Description of the task.
Show each line of the data below in which "Shule" occurs.

════

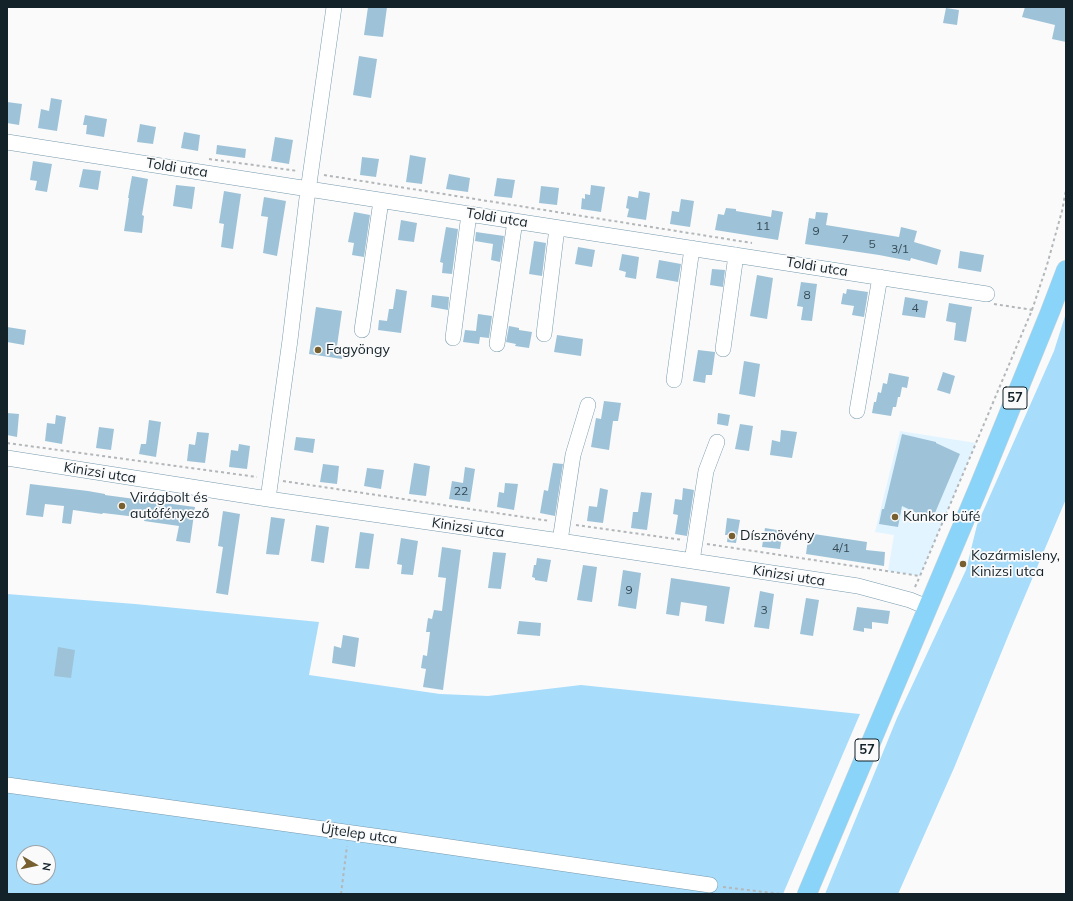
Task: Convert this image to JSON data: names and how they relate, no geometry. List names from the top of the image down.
{
  "streets": {
    "main road": ["57"],
    "street": ["Toldi utca", "Kinizsi utca", "Újtelep utca"]
  },
  "crossings": [
    ["57", "Kinizsi utca"]
  ],
  "places": [
    "Fagyöngy",
    "Virágbolt és autófényező",
    "Kunkor büfé",
    "Dísznövény",
    "Kozármisleny, Kinizsi utca"
  ],
  "house_numbers": [
    "11",
    "9",
    "7",
    "5",
    "3/1",
    "8",
    "4",
    "22",
    "4/1",
    "9",
    "3"
  ],
  "north": "right"
}
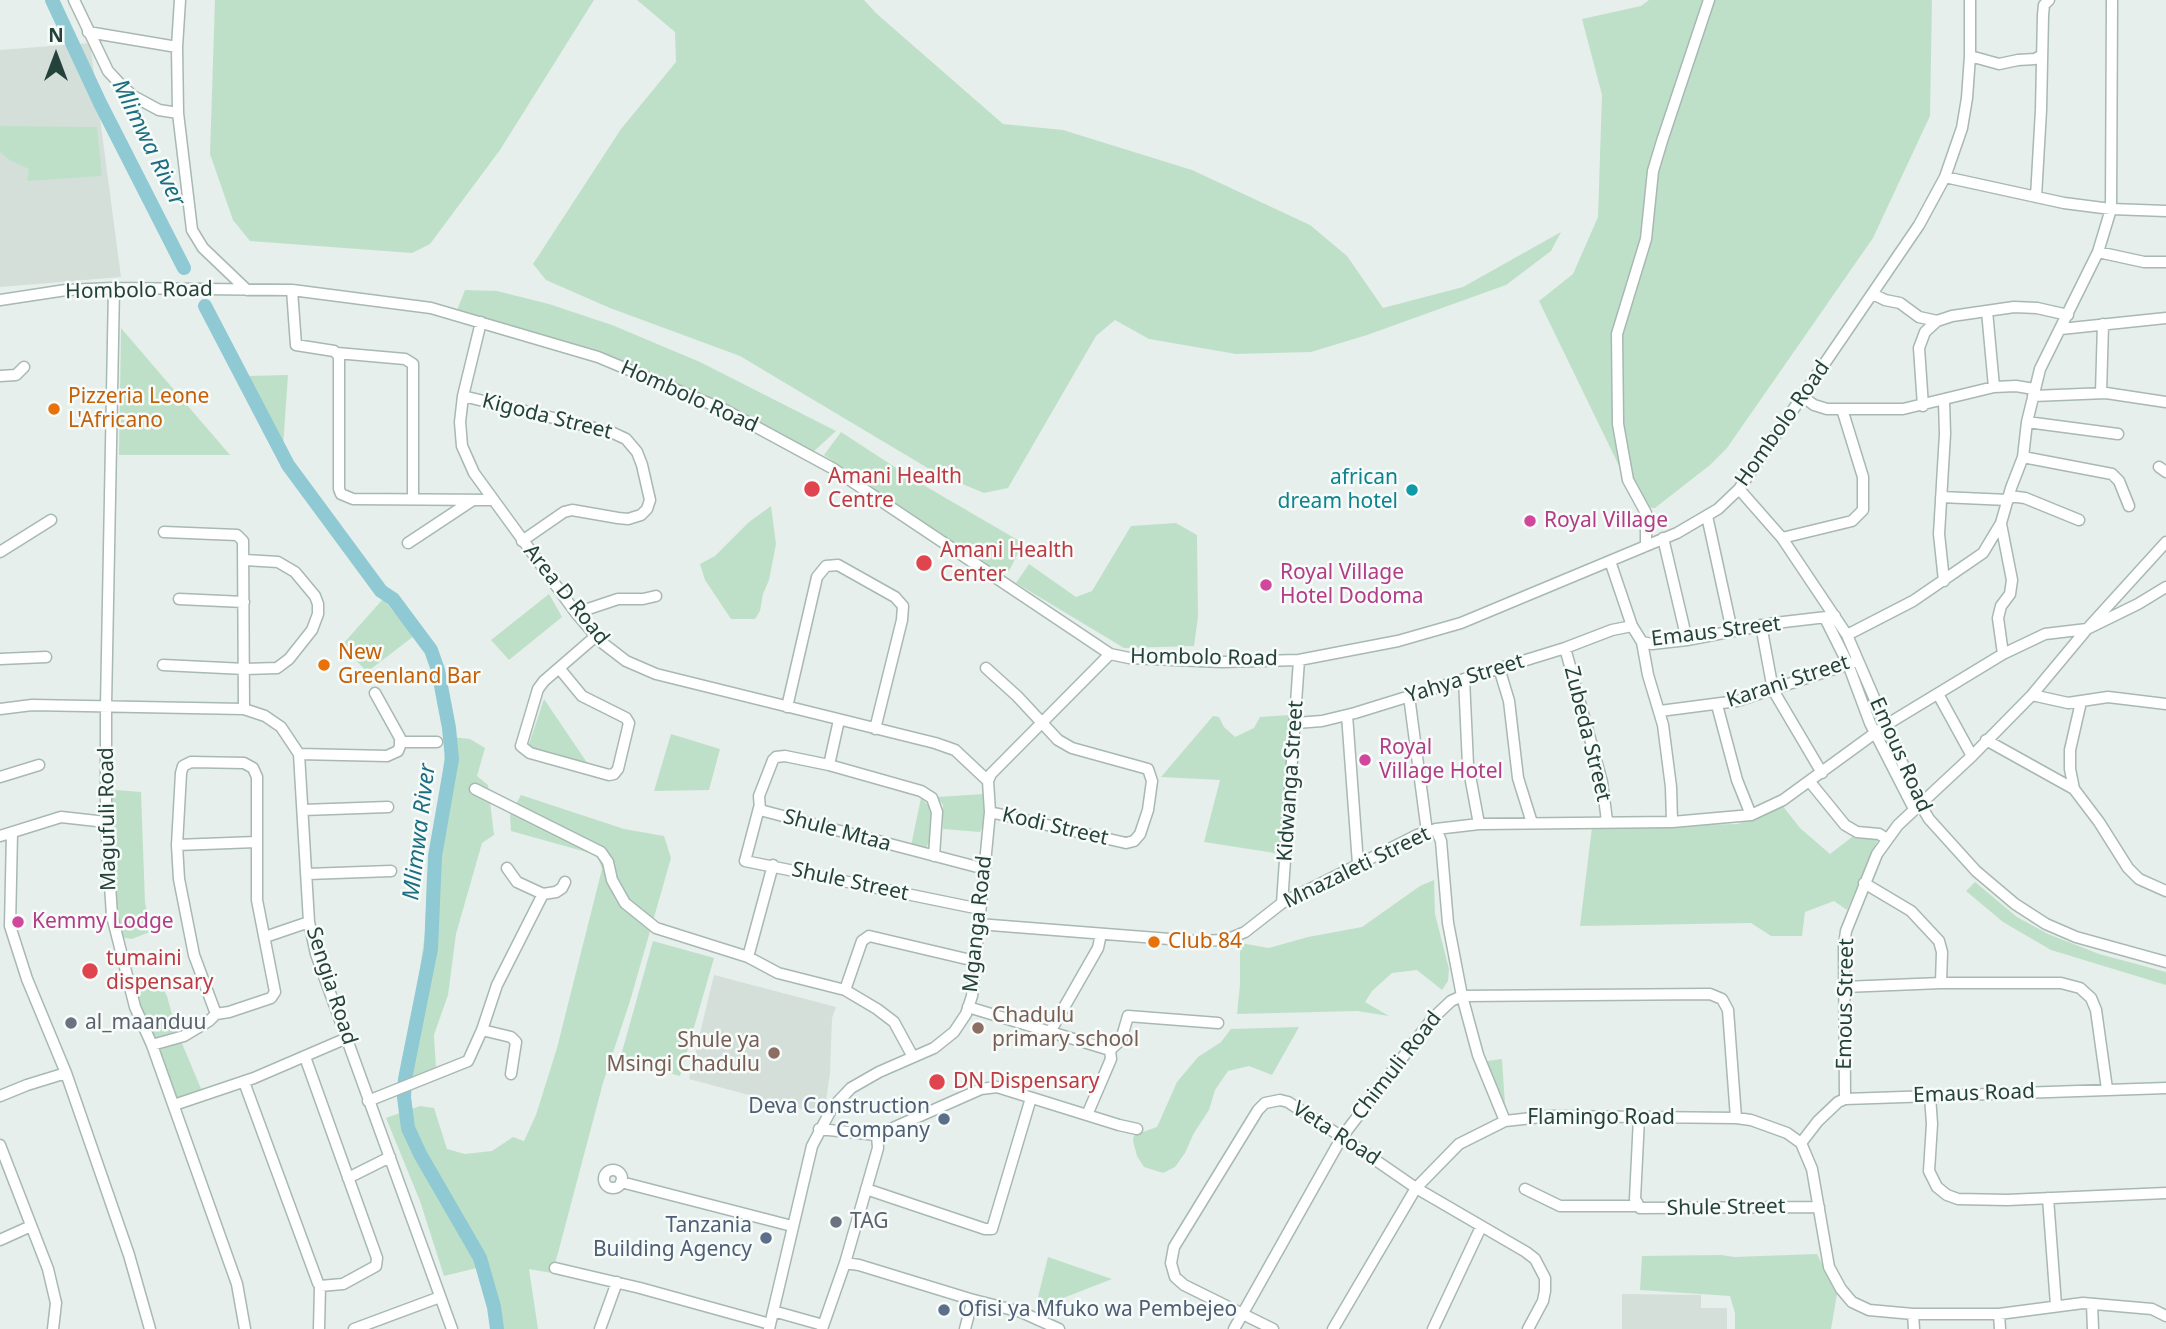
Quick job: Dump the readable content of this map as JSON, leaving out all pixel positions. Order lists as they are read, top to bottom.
{
  "streets": {
    "street": [
      "Hombolo Road",
      "Kigoda Street",
      "Area D Road",
      "Emaus Street",
      "Yahya Street",
      "Karani Street",
      "Zubeda Street",
      "Emous Road",
      "Kidwanga Street",
      "Magufuli Road",
      "Kodi Street",
      "Shule Mtaa",
      "Mnazaleti Street",
      "Shule Street",
      "Mganga Road",
      "Sengia Road",
      "Emous Street",
      "Chimuli Road",
      "Emaus Road",
      "Flamingo Road",
      "Veta Road"
    ]
  },
  "crossings": [
    ["Hombolo Road", "Area D Road"],
    ["Hombolo Road", "Emaus Street"],
    ["Hombolo Road", "Emous Road"],
    ["Hombolo Road", "Kidwanga Street"],
    ["Hombolo Road", "Magufuli Road"],
    ["Kigoda Street", "Area D Road"],
    ["Area D Road", "Mganga Road"],
    ["Emaus Street", "Yahya Street"],
    ["Emaus Street", "Emous Road"],
    ["Yahya Street", "Zubeda Street"],
    ["Yahya Street", "Kidwanga Street"],
    ["Karani Street", "Emous Road"],
    ["Karani Street", "Mnazaleti Street"],
    ["Zubeda Street", "Mnazaleti Street"],
    ["Emous Road", "Mnazaleti Street"],
    ["Emous Road", "Emous Street"],
    ["Kidwanga Street", "Mnazaleti Street"],
    ["Kodi Street", "Mganga Road"],
    ["Shule Mtaa", "Mganga Road"],
    ["Mnazaleti Street", "Mganga Road"],
    ["Mnazaleti Street", "Emous Street"],
    ["Shule Street", "Mganga Road"],
    ["Shule Street", "Flamingo Road"],
    ["Emous Street", "Emaus Road"],
    ["Chimuli Road", "Flamingo Road"],
    ["Chimuli Road", "Veta Road"],
    ["Flamingo Road", "Veta Road"]
  ],
  "water": ["Mlimwa River"],
  "places": [
    "Pizzeria Leone L'Africano",
    "Amani Health Centre",
    "african dream hotel",
    "Royal Village",
    "Amani Health Center",
    "Royal Village Hotel Dodoma",
    "New Greenland Bar",
    "Royal Village Hotel",
    "Kemmy Lodge",
    "Club 84",
    "tumaini dispensary",
    "al_maanduu",
    "Chadulu primary school",
    "Shule ya Msingi Chadulu",
    "DN Dispensary",
    "Deva Construction Company",
    "TAG",
    "Tanzania Building Agency",
    "Ofisi ya Mfuko wa Pembejeo"
  ],
  "north": "top"
}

════

Task output.
      "Shule Mtaa",
      "Shule Street",
    ["Shule Mtaa", "Mganga Road"],
    ["Shule Street", "Mganga Road"],
    ["Shule Street", "Flamingo Road"],
    "Shule ya Msingi Chadulu",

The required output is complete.